Evaluées à 211 milliards d’euros par an par une commission d’enquête sénatoriale en 2025, les aides publiques dont bénéficient les entreprises françaises font aujourd’hui l’objet d’un examen approfondi. Au-delà même du montant estimé ici, c’est l’efficacité et la contrôle de leur bonne utilisation qui interroge, alors que la nécessité de mieux maitriser et optimiser la dépense publique se renforce. Ces aides distribuées aux employeurs peuvent prendre diverses formes : crédits d’impôts, exonération de cotisations, taux de TVA réduits dans certains secteurs, aides à l’embauche etc…Si beaucoup d’entre elles sont légitimes, la CFTC estime qu’un examen plus approfondi de leur usage et de leur répartition est nécessaire, en vue de s’assurer qu’elles profitent bien à la dynamique de l’emploi et de l’investissement en France. A cet égard, plusieurs premières observations s’imposent :

Plus de 80 % de ces aides sont constituées de niches fiscales et sociales, dont la lisibilité pour les bénéficiaires eux-mêmes est limitée

• Les grandes entreprises captent 42 % du total, les ETI 35 %, et les PME 23 %, alors que ces dernières concentrent la majorité des emplois. Par ailleurs, aucun tableau de bord consolidé ne permet de savoir combien une entreprise donnée perçoit au total, tous guichets confondus

• Le montant estimé de ces aides ne fait pas consensus : l’Ires le évalue par exemple à 157 milliards d’euros par an. Le cas échéant, leur montant aurait plus que triplé entre 1999 et 2019, sans que cette croissance soit corrélée à une progression équivalente de l’investissement productif ou de l’emploi.

Fort de ces constats, la CFTC milite donc pour la mise en œuvre d’une dépense publique plus rationnelle et optimisée, dans la répartition et le contrôle de ces aides aux employeurs. Pour ce faire, notre organisation identifie plusieurs pistes d’améliorations majeures.
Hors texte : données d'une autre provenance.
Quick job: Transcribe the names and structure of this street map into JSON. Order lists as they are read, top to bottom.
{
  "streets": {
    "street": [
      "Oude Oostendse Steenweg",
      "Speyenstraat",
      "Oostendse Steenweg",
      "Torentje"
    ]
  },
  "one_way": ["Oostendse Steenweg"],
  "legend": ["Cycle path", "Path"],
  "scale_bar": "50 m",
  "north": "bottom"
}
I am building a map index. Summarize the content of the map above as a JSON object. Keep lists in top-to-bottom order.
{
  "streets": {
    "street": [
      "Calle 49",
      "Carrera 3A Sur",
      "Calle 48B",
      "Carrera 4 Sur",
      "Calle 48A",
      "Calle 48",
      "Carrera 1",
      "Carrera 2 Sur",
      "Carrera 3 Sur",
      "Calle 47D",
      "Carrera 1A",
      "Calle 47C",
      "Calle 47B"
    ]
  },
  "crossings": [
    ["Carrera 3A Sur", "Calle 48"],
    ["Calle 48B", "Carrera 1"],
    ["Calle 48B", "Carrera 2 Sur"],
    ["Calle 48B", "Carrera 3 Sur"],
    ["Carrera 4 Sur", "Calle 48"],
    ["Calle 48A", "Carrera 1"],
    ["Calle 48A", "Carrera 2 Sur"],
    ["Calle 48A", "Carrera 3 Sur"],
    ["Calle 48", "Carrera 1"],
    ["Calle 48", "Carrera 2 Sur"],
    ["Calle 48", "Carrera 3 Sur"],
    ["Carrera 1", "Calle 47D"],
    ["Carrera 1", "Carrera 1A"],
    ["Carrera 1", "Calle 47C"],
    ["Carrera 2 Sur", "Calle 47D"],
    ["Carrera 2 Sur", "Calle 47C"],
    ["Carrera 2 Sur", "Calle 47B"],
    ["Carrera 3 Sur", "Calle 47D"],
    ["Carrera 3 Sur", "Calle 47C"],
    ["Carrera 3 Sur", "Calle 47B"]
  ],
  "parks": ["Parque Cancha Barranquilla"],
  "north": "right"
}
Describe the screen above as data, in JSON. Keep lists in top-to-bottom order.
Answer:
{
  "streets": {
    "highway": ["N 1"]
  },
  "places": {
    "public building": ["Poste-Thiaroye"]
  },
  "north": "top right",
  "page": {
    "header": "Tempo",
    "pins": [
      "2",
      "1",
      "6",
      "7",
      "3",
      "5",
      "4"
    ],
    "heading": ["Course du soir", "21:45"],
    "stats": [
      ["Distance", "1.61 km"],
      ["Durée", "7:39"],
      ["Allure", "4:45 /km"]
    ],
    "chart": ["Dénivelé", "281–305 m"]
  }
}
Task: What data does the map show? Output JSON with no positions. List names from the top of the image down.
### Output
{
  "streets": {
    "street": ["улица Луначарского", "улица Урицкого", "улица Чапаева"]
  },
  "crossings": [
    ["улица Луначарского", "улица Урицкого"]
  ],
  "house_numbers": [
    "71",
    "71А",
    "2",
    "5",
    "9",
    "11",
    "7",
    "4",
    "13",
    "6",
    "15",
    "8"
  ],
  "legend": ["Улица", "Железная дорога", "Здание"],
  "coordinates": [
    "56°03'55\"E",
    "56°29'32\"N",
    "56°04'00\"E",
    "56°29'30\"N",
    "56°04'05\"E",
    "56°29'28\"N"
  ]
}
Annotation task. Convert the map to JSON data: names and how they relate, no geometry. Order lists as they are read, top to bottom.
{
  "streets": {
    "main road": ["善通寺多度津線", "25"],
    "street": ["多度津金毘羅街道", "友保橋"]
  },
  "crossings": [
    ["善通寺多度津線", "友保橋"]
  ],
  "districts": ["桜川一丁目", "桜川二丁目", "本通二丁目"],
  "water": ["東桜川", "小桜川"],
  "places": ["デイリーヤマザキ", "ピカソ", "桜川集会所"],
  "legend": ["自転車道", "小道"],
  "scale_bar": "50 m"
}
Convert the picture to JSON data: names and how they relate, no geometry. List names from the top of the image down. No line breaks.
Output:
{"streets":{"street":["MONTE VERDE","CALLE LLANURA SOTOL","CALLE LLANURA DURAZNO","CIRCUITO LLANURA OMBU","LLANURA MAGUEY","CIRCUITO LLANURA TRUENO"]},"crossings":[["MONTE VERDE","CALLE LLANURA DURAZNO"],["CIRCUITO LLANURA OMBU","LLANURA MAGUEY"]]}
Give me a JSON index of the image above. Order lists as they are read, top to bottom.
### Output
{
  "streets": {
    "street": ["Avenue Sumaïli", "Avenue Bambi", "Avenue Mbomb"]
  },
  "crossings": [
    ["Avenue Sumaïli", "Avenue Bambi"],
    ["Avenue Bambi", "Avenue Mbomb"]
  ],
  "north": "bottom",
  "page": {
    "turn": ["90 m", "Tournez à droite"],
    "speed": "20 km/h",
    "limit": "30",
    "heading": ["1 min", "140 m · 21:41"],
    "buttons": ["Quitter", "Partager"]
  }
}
Revoir certains crédits d’impôts et taux de TVA réduits

D’abord, il serait souhaitable d’ajuster certains dispositifs ciblés, comme le Crédit d’impôt recherche. Cette réduction d’impôt dont bénéficient les entreprises est calculée sur la base de leurs dépenses de recherche et développement. Le taux de ce crédit d’impôt est de 30 % pour la partie des dépenses de recherche qui sont inférieures ou égales à 100 000 000 €. Or, le Conseil d’analyse économique a établi que le rendement du CIR est plus faible pour les grandes entreprises, en raison d’effets d’aubaine : leurs investissements en R et D auraient en effet été réalisés même sans la subvention. La CFTC recommande donc de davantage cibler et consacrer le CIR aux entreprises de taille plus modeste : dans cette optique, elle recommande d’abaisser le plafond de dépenses éligibles aux 30% de crédit d’impôt du CIR de 100 à 20 millions d’euros. Mais aussi d’augmenter ce taux de subventions de 30 à 35 %, pour renforcer son attractivité pour les PME.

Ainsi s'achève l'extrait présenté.